What about the walkers? A few days ago, the blueprint for the Auckland Transport Agency was unveiled. This is the $1 billion-a-year organisation that will preside over the new Super City's roads, footpaths and public transport networks.
The document contains three pages of charts and lists, itemising involvement in everything from road maintenance and parking enforcement to railway station surveillance and rolling stock asset management. But there's not a word about pedestrians.
Given that practically every one of us, if only for the quick dash down the road at lunchtime for a sandwich, is a walker, it's a glaring omission. But perhaps not unexpected, given the new master-plan seems covered in the DNA of the very traffic engineers who, over the past 50 years, have made Auckland the car-centred hellhole it is.
This isn't a guidebook to a brave and exciting new world, more a recipe for more of the same writ large. Signalling a more pedestrian-friendly environment would have been a good starting point. Best of all, looking out for pedestrians wouldn't cost a bundle.
Just a few cans of white paint for some new zebra crossings and the fiddling of the phasing cards in key traffic lights to give pedestrians an even share of the roadway would have been a signal that, at last, those on foot are being valued equally with those behind the wheel.
Walking to work last week, I got a reminder of the pedestrian's worth in the greater scheme of things. The Victoria St footpath beside the park, west of the flyover, had been blocked off without warning. This forced me to cross the road and run the gauntlet of one of the most pedestrian-unfriendly intersections in the land, the Franklin Rd-Union St-Victoria St circus.

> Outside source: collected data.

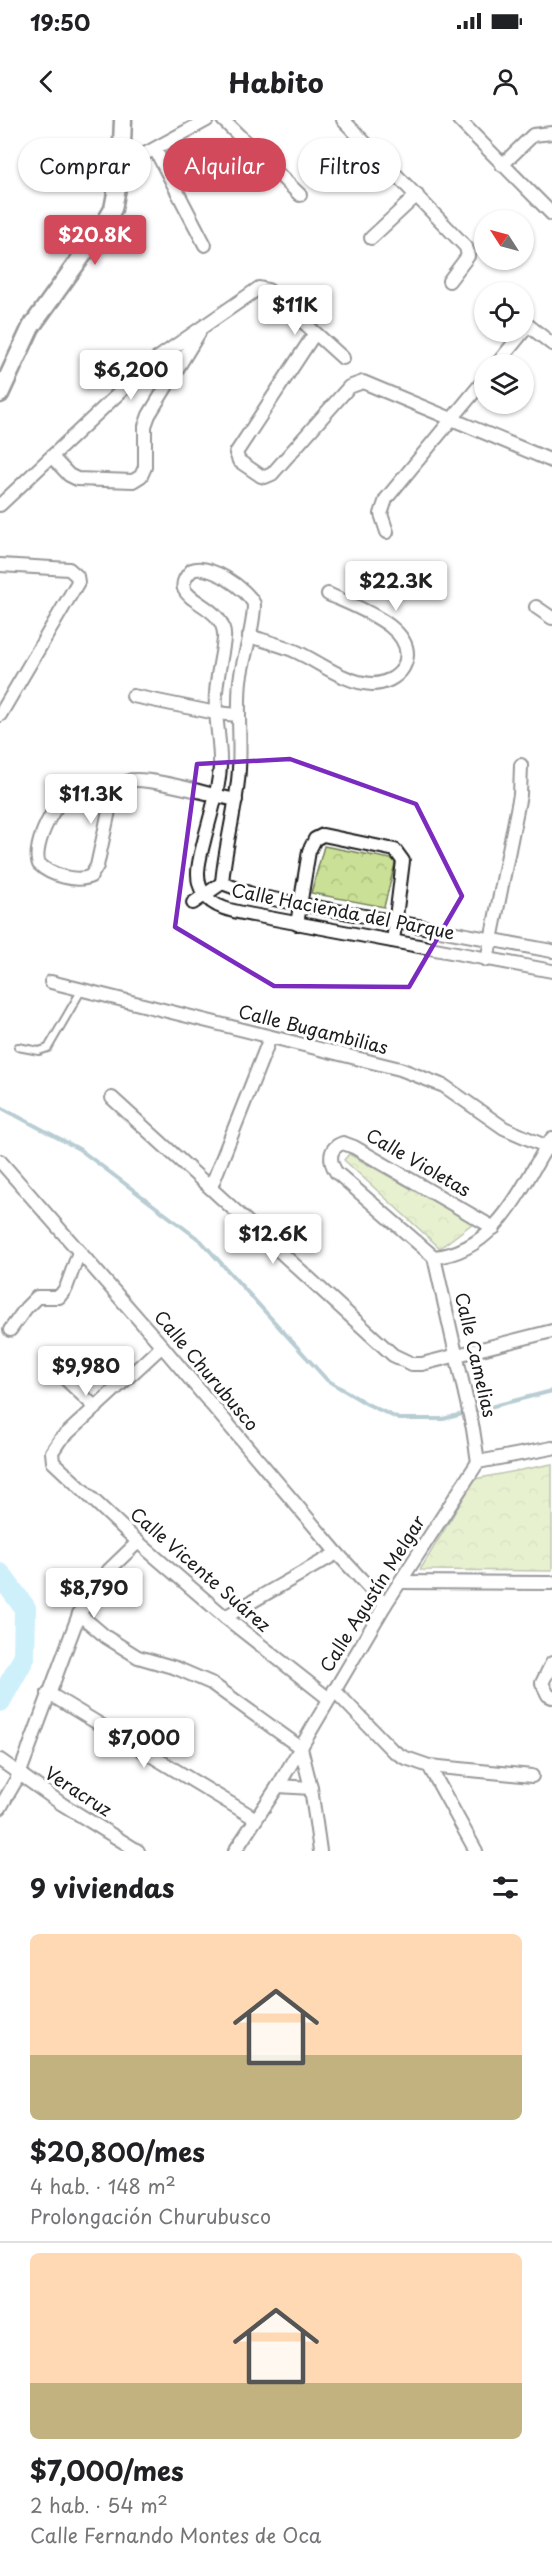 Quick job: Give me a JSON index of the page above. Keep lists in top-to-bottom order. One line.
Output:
{"streets":{"street":["Calle Hacienda del Parque","Calle Bugambilias","Calle Violetas","Calle Camelias","Calle Churubusco","Calle Vicente Suárez","Calle Agustín Melgar","Veracruz"]},"crossings":[["Calle Violetas","Calle Camelias"],["Calle Camelias","Calle Agustín Melgar"],["Calle Churubusco","Calle Agustín Melgar"],["Calle Vicente Suárez","Calle Agustín Melgar"]],"north":"top left","page":{"status":"19:50","header":"Habito","chip":["Comprar","Alquilar","Filtros"],"price":["$20.8K","$11K","$6,200","$22.3K","$11.3K","$12.6K","$9,980","$8,790","$7,000"],"heading":"9 viviendas","list":[{"name":"$20,800/mes","note":"4 hab. · 148 m² · Prolongación Churubusco"},{"name":"$7,000/mes","note":"2 hab. · 54 m² · Calle Fernando Montes de Oca"}]}} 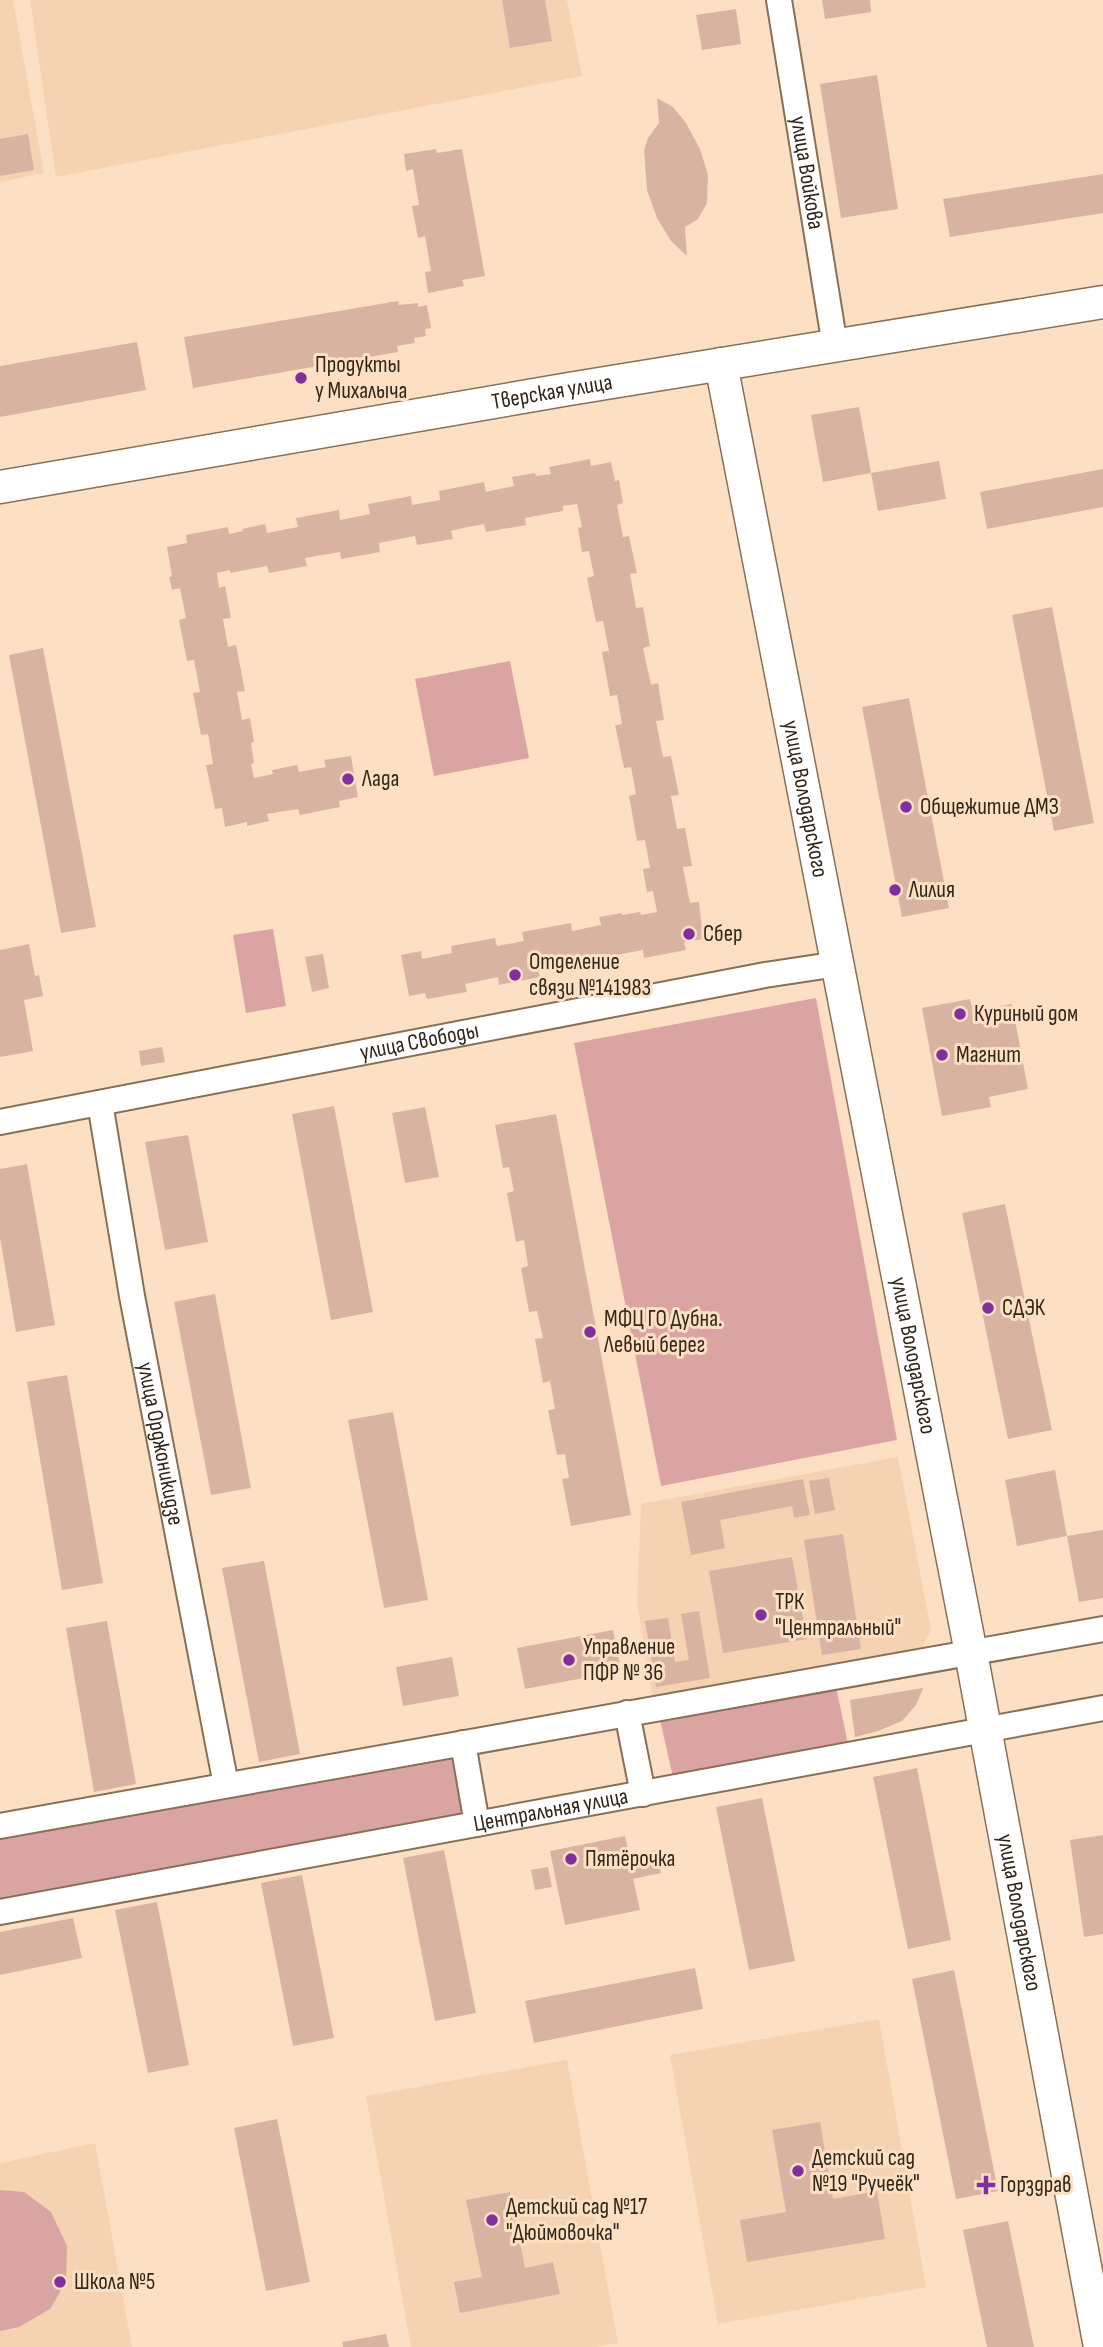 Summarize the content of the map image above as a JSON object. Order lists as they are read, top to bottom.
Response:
{
  "streets": {
    "main road": ["Тверская улица", "улица Володарского"],
    "street": [
      "улица Войкова",
      "улица Свободы",
      "улица Орджоникидзе",
      "Центральная улица"
    ]
  },
  "crossings": [
    ["улица Войкова", "Тверская улица"],
    ["Тверская улица", "улица Володарского"],
    ["улица Володарского", "улица Свободы"],
    ["улица Володарского", "Центральная улица"],
    ["улица Свободы", "улица Орджоникидзе"]
  ],
  "places": {
    "other": [
      "Продукты у Михалыча",
      "Лада",
      "Общежитие ДМЗ",
      "Лилия",
      "Сбер",
      "Отделение связи №141983",
      "Куриный дом",
      "Магнит",
      "СДЭК",
      "МФЦ ГО Дубна. Левый берег",
      "ТРК \"Центральный\"",
      "Управление ПФР № 36",
      "Пятёрочка",
      "Детский сад №19 \"Ручеёк\"",
      "Детский сад №17 \"Дюймовочка\"",
      "Школа №5"
    ],
    "health": ["Горздрав"]
  }
} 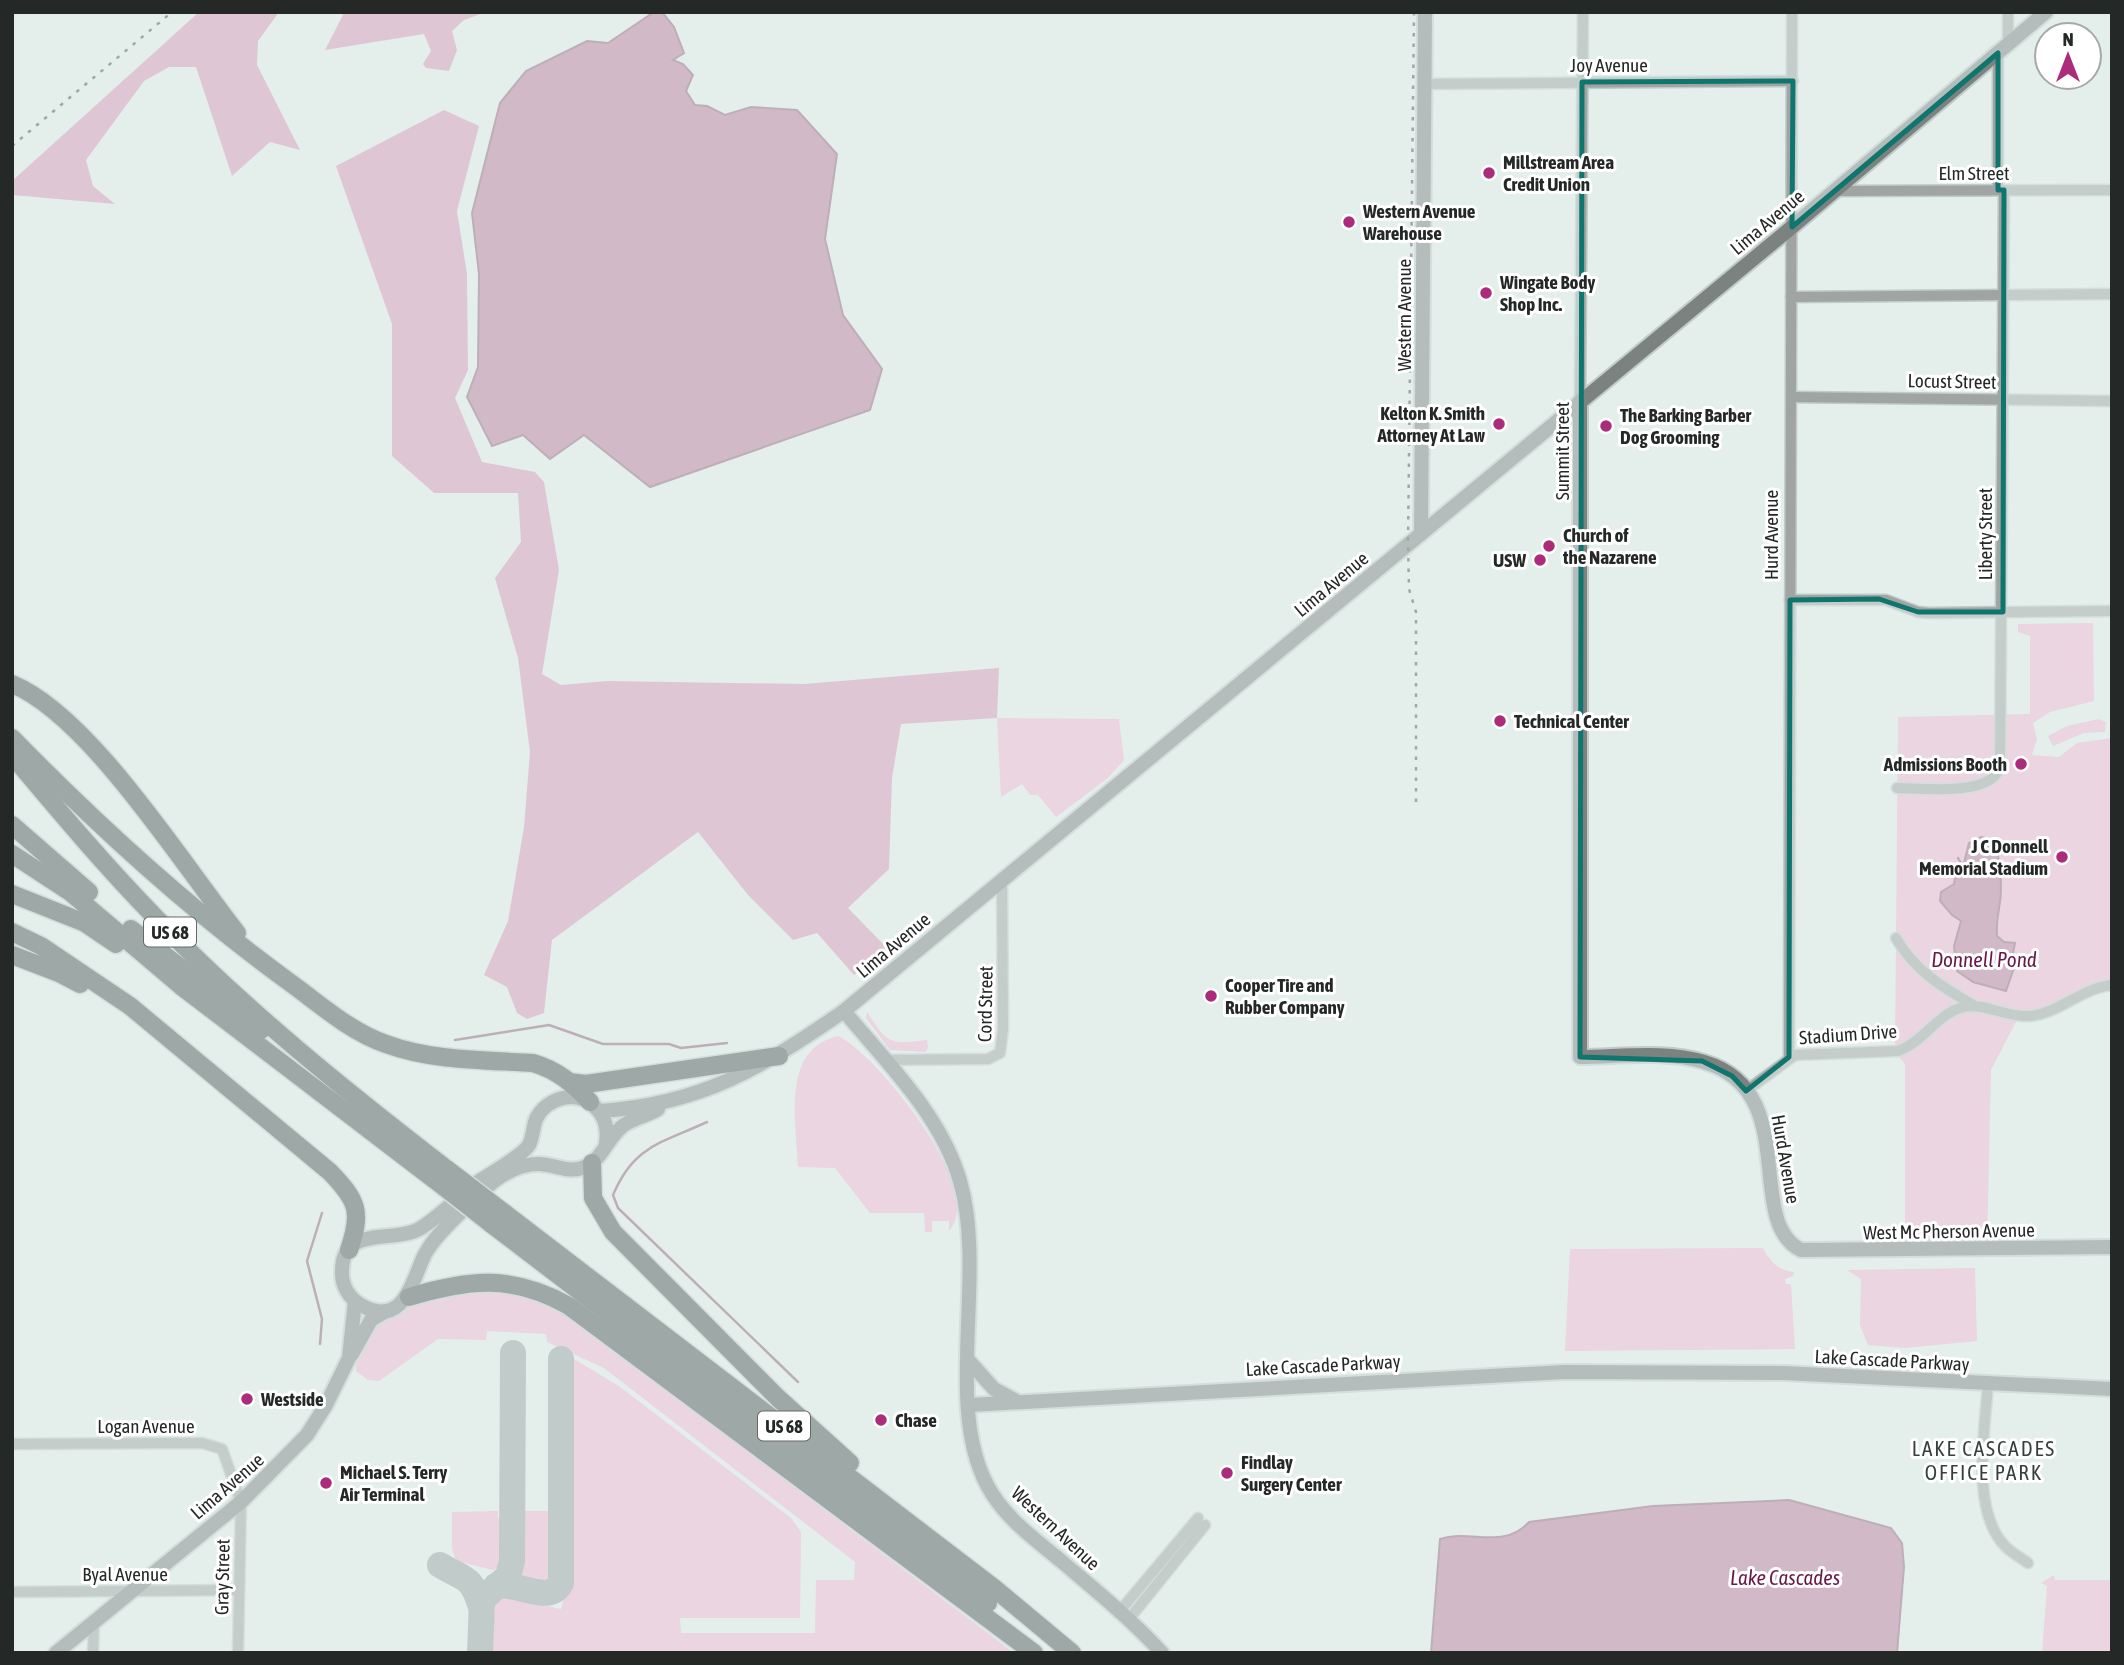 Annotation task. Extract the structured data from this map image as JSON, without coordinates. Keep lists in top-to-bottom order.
{
  "streets": {
    "highway": ["US 68"],
    "street": [
      "Joy Avenue",
      "Elm Street",
      "Lima Avenue",
      "Western Avenue",
      "Locust Street",
      "Summit Street",
      "Liberty Street",
      "Hurd Avenue",
      "Cord Street",
      "Stadium Drive",
      "West Mc Pherson Avenue",
      "Lake Cascade Parkway",
      "Logan Avenue",
      "Byal Avenue",
      "Gray Street"
    ]
  },
  "crossings": [
    ["Joy Avenue", "Western Avenue"],
    ["Joy Avenue", "Summit Street"],
    ["Joy Avenue", "Hurd Avenue"],
    ["Elm Street", "Lima Avenue"],
    ["Elm Street", "Liberty Street"],
    ["Lima Avenue", "Western Avenue"],
    ["Lima Avenue", "Summit Street"],
    ["Lima Avenue", "Liberty Street"],
    ["Lima Avenue", "Hurd Avenue"],
    ["Lima Avenue", "Cord Street"],
    ["Lima Avenue", "Logan Avenue"],
    ["Lima Avenue", "Byal Avenue"],
    ["Lima Avenue", "Gray Street"],
    ["Western Avenue", "Lake Cascade Parkway"],
    ["Locust Street", "Liberty Street"],
    ["Locust Street", "Hurd Avenue"],
    ["Summit Street", "Hurd Avenue"],
    ["Hurd Avenue", "Stadium Drive"],
    ["Hurd Avenue", "West Mc Pherson Avenue"],
    ["Logan Avenue", "Gray Street"],
    ["Byal Avenue", "Gray Street"]
  ],
  "districts": ["LAKE CASCADES OFFICE PARK"],
  "water": ["Donnell Pond", "Lake Cascades"],
  "places": [
    "Millstream Area Credit Union",
    "Western Avenue Warehouse",
    "Wingate Body Shop Inc.",
    "Kelton K. Smith Attorney At Law",
    "The Barking Barber Dog Grooming",
    "Church of the Nazarene",
    "USW",
    "Technical Center",
    "Admissions Booth",
    "J C Donnell Memorial Stadium",
    "Cooper Tire and Rubber Company",
    "Westside",
    "Chase",
    "Findlay Surgery Center",
    "Michael S. Terry Air Terminal"
  ],
  "north": "top"
}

To its credit, Auckland City's traffic department listened to my subsequent "suggestions", and is promising "pedestrian warning signs" there and at the Nelson-Victoria St intersection - both of which give free left turns for cars at corners which are blind - for both pedestrians and cars.
I'm holding out for zebra crossings at least, but my hopes aren't high. Pedestrians have long been seen by traffic planners as, if not exactly road kill, then at least as pests.
I'll never forget Transport Minister Paul Swain arriving in Auckland six years ago to open the latest stage of the Grafton Gully motorway. Just the week before, he had launched Labour's high-minded draft strategy document Getting there - on foot, by cycle. In it, he declared "not all journeys can be made on foot or by cycle, but there is scope for many of us to walk and cycle more. Around 30 per cent of motor vehicle trips are for distances of less than 2km". Having preached the gospel according to Shanks's pony, he then stepped from his limousine to cut the ribbon on a motorway system which cut all pedestrian access between the CBD and the Domain, home of the city's biggest tourist attraction, the Auckland War Memorial Museum.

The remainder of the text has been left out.